*Records supplied*.

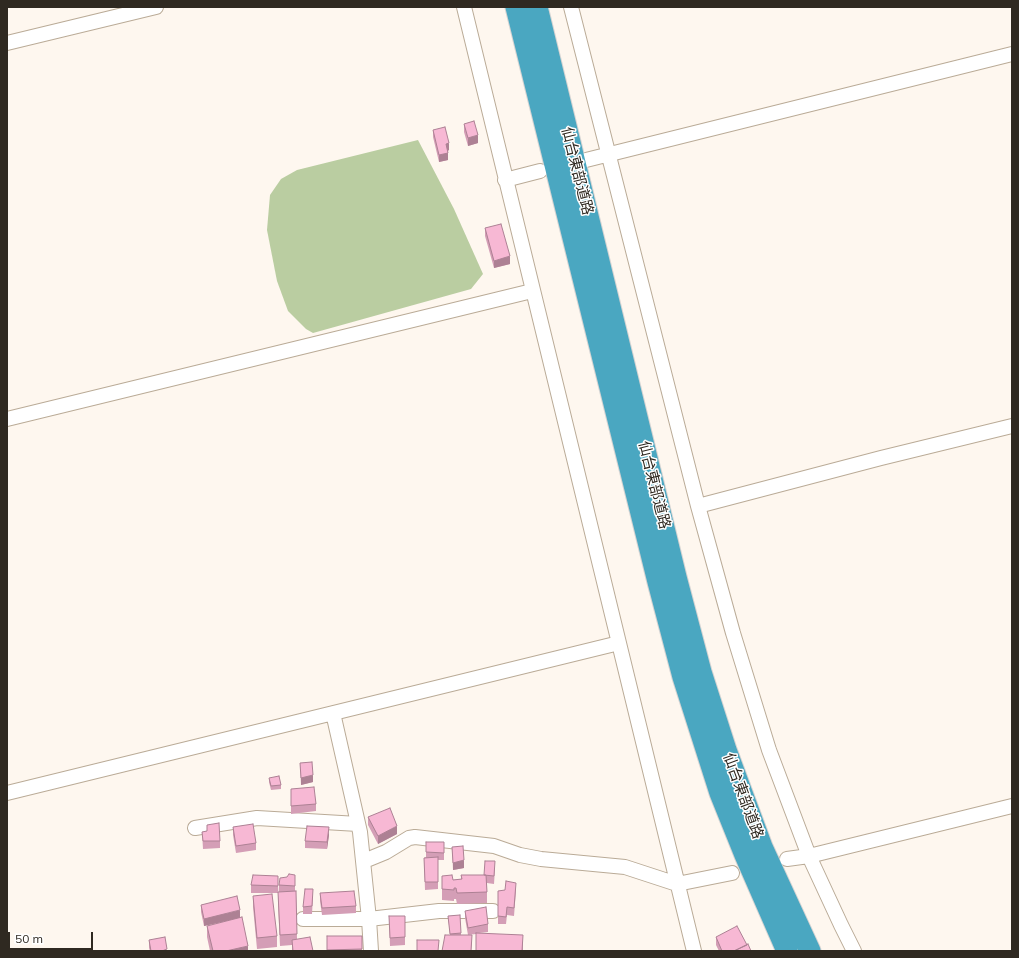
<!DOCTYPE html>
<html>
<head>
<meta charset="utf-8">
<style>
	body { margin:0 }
	#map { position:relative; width:1019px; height:958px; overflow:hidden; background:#fef7ef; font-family:Mulish,sans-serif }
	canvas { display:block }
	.frame { position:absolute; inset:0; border:8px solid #2f2921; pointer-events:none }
	.scale { position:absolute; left:8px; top:932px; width:85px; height:18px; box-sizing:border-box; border:2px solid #2f2921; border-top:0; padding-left:5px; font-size:12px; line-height:14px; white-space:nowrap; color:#2f2921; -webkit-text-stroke:3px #fff; paint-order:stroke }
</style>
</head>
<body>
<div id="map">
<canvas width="1019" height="958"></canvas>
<div class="frame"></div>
<div class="scale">50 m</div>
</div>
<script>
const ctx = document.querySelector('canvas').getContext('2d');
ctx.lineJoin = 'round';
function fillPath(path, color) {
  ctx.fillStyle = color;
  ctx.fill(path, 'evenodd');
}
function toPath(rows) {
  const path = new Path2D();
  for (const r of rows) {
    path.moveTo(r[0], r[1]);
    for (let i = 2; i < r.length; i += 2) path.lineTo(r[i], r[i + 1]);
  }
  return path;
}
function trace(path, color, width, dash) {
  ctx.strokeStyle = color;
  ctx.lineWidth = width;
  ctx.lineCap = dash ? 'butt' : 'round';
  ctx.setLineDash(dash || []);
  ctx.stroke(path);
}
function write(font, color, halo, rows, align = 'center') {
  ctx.font = font + ' Mulish,"Noto Sans JP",sans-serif';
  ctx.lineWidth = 3;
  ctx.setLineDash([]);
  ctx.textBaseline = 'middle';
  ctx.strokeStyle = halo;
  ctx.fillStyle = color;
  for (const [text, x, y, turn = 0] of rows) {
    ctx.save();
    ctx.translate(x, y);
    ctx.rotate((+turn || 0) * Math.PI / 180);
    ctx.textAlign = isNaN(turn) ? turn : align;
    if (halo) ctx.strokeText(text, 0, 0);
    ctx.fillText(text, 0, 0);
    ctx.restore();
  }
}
const green = toPath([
	[418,140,454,209,483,274,471,289,313,333,306,329,288,311,277,281,267,230,270,195,281,179,297,170]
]);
const minor = toPath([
	[464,7,694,951],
	[571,7,698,506,733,633,769,750,809,856,841,925,854,951],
	[7,43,156,7],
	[586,160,1012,54],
	[505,180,540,171],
	[7,419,532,291],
	[698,506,881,458,1012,426],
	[333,713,360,832,369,919,371,951],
	[7,793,619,643],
	[195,828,257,818,358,824],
	[787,859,809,856,1012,806],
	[364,861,386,852,409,838,415,837,494,846,520,855,541,859,625,867,677,884,732,873],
	[303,919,369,919,439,911,493,911]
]);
const highway = toPath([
	[516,7,658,582,683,677,720,793,745,855,787,951],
	[537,7,676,577,701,672,726,750,762,847,810,951]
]);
const wall = toPath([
	[464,124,478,143,468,146,464,132],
	[433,130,449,150,448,151,448,160,439,162,433,137],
	[485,228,510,264,494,268,485,236],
	[300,763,313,782,301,785],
	[269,778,281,785,281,789,271,790,269,782],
	[291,789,316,804,316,811,291,814],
	[368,817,397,834,378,844,368,825],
	[233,827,256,843,256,850,236,853,233,835],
	[207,831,220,841,220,848,203,849,202,832],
	[329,835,327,849,305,848,305,841],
	[426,842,444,850,444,860,438,860,438,889,425,890,424,858,426,857],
	[452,847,464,868,453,870],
	[495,868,494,884,487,883,487,903,457,904,456,899,454,899,454,901,442,900,442,876,453,880,461,879,461,875,484,875],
	[295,875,295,891,296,891,297,939,313,951,292,951,292,945,280,946,278,903,279,885],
	[278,876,278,893,251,893,251,885],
	[516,890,514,916,507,915,506,924,498,924,498,891],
	[320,893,356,906,356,913,322,915,320,901],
	[253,896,277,936,277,947,257,949,253,907],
	[313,896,312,914,303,914,303,907],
	[201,905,240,918,204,926,201,912],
	[465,911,488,924,488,932,479,933,523,942,523,951,476,951,476,934,468,935,465,918],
	[389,916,405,937,405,945,390,946],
	[448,916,461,933,461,935,472,943,471,951,442,951,450,935],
	[207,926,248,951,210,951,207,937],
	[327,936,362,936,362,951,327,951],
	[716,937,747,945,751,951,719,951,716,945],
	[149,940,167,951,150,951,149,948]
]);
const shadedWall = toPath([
	[478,135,478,143,468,146,468,138],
	[449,143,449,150,446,151,446,144],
	[448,153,448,160,439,162,439,155],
	[510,256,510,264,494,268,494,261],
	[313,775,313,782,301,785,301,778],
	[397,826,397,834,378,844,378,836],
	[329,827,329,835,327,849,327,842],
	[464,860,464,868,453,870,453,863],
	[240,910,240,918,204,926,204,919],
	[248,946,248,951,226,951]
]);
const building = toPath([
	[474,121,478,135,468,138,464,124,474,121],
	[445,127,449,143,446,144,448,153,439,155,433,130,445,127],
	[501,224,510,256,494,261,485,228,501,224],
	[312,762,313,775,301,778,300,763,312,762],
	[279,776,281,785,271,786,269,778,279,776],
	[314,787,316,804,291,806,291,789,314,787],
	[390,808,397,826,378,836,368,817,390,808],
	[219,823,220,841,203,841,202,832,207,831,207,825,219,823],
	[253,824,256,843,236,846,233,827,253,824],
	[307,826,329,827,327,842,305,841,307,826],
	[426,842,444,842,444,853,426,852,426,842],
	[463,846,464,860,453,863,452,847,463,846],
	[438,857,438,882,425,882,424,858,438,857],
	[485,861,495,861,494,876,484,875,485,861],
	[289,874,295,875,295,886,279,885,280,878,287,877,289,874],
	[253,875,278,876,278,886,251,885,253,875],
	[452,875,453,880,462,879,461,875,486,875,487,892,457,893,456,888,454,888,454,890,442,889,442,876,452,875],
	[506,881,516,883,514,908,507,907,506,917,498,916,498,891,505,890,506,881],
	[305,889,313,889,312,906,303,907,305,889],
	[296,891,297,934,280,935,278,892,296,891],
	[354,891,356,906,322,908,320,893,354,891],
	[272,894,277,936,257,938,253,896,272,894],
	[237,896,240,910,204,919,201,905,237,896],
	[486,907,488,924,468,928,465,911,486,907],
	[460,915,461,933,450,934,448,916,460,915],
	[389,916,405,916,405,937,390,938,389,916],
	[242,917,248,946,226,951,213,951,207,926,242,917],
	[737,926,747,945,734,951,722,951,716,937,737,926],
	[476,933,523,935,522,951,476,951,476,933],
	[445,935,472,935,471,951,442,951,445,935],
	[327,936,362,936,362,949,327,950,327,936],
	[165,937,167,949,162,951,151,951,149,940,165,937],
	[310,937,313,951,293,951,292,940,310,937],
	[417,940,439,940,438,951,417,951,417,940],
	[748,944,751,951,734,951,748,944]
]);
const streetNames = [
	["仙台東部道路",577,171,76],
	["仙台東部道路",654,485,76],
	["仙台東部道路",743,796,70]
];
fillPath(green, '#bacda1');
trace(minor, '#baab97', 16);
trace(highway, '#d5d4d3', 23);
trace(minor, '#fff', 14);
trace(highway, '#4aa7c1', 21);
fillPath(wall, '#d49eb6');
fillPath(shadedWall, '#ad8194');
fillPath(building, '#f7b8d4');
trace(building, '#ad8194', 1);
write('15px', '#2f2921', '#fff', streetNames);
</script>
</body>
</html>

*Problem statement*. Only the lines with "rows" are needed; find them in the records and copy each one.

*Output below*.
function toPath(rows) {
  for (const r of rows) {
function write(font, color, halo, rows, align = 'center') {
  for (const [text, x, y, turn = 0] of rows) {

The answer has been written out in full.